Everybody waits. In the 1991 motion picture The Doctor, a skilled and once insensitive surgeon reforms after he develops laryngeal cancer and encounters the bureaucratic inefficiencies of healthcare familiar to many patients, the errors, endless forms for completion, and waiting. Joining the press of human bodies in the waiting area, he expresses his frustration to neighboring patients: “I am a doctor,” to which a young woman suffering with a brain tumor replies: “not when you’re sitting here.”4 Even the privileged and celebrities wait at some phase of their illnesses; everybody waits . . . “we are all, in some sense, in the doctor’s waiting room.”5

Medical waiting rooms differ from other waiting areas. More than a temporary halting site to pass through on the way to another destination, the medical waiting room completes the transformation of a person to a patient. In her essay on the medical waiting room, Laura Tanner refers to “this atypical public space,” which steals some of a patient’s sense of control, poise, and a degree of dignity.6 The configuration of most medical waiting rooms, regardless of décor, she writes, disallows any attempt to establish “personal territory through the kind of purposeful posture and motion that occur so easily even in crowded locker rooms or transit waiting areas.” The medical waiting room renders public the illness which is actually a private, personal condition. The acute self-awareness of the patient waiting is heightened by anticipation of clinical scrutiny of one’s body.

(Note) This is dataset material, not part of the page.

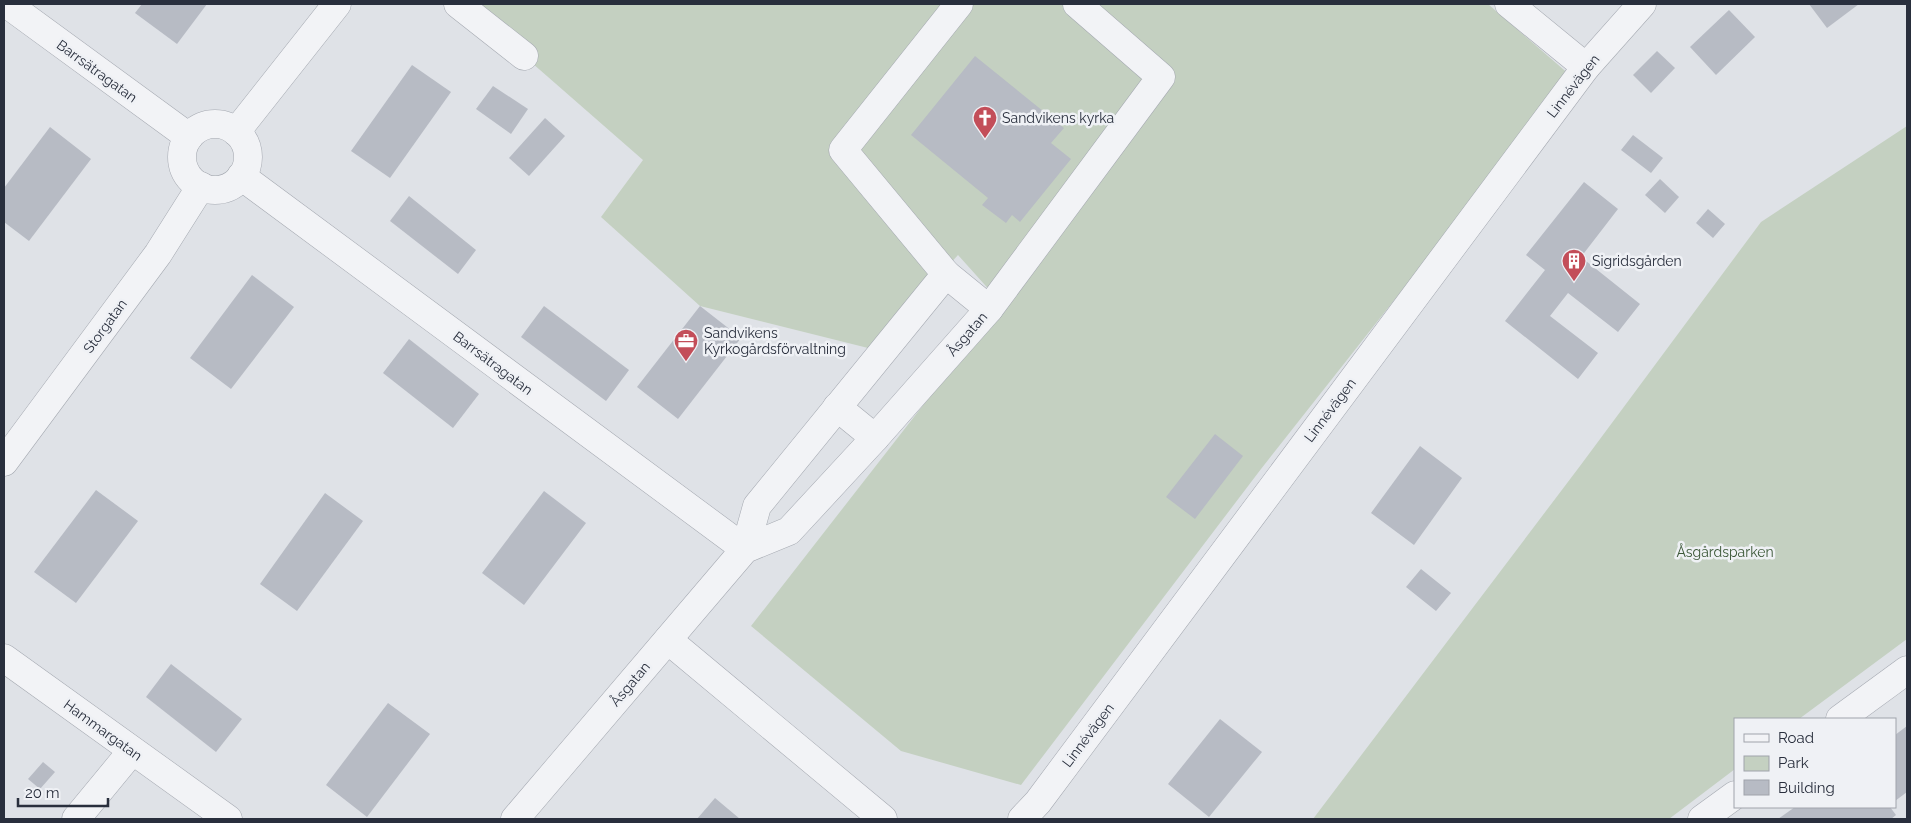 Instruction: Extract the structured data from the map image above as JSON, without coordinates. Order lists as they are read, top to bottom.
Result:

In her introduction to The Poetry Cure, Julia Darling comments on the disempowerment and the helplessness of patients while waiting in the surreal environment of a hospital.7 She restored her own sense of control by writing poems, many of which were begun in the waiting room:

Acute ears listen for
the call of our names . . .

Our names, those dear consonants
and syllables, that welcomed us
when we began,
before we learnt to wait . . . .8

Elsewhere, a physician reflects in verse on the bonds securing a family in a waiting room against the "flood of words and looks."9 For some, the waiting room is laden with suffering, a vivid separation of the ill from the well, but mainly a place where the poor go.10 The medical waiting room has been assigned a persona unto itself:

I am the room that understands waiting,
With my box of elderly toys, my dog-eared Women’s Owns,
Permanent as repeat prescriptions, unanswerable as ageing,
Heartening as the people who walk out smiling, weary
As doctors and nurses working on and on.11

Another poet relives a childhood experience when she accompanied her aunt to a dental appointment, and while in the waiting room, had a dawning awareness of her own identity, becoming a little frightened of the gravity of her own existence in a world of grown-ups.12 As an adult, the poet recalls the episode and the elements of the waiting room which contributed to a loss of some of her childhood innocence.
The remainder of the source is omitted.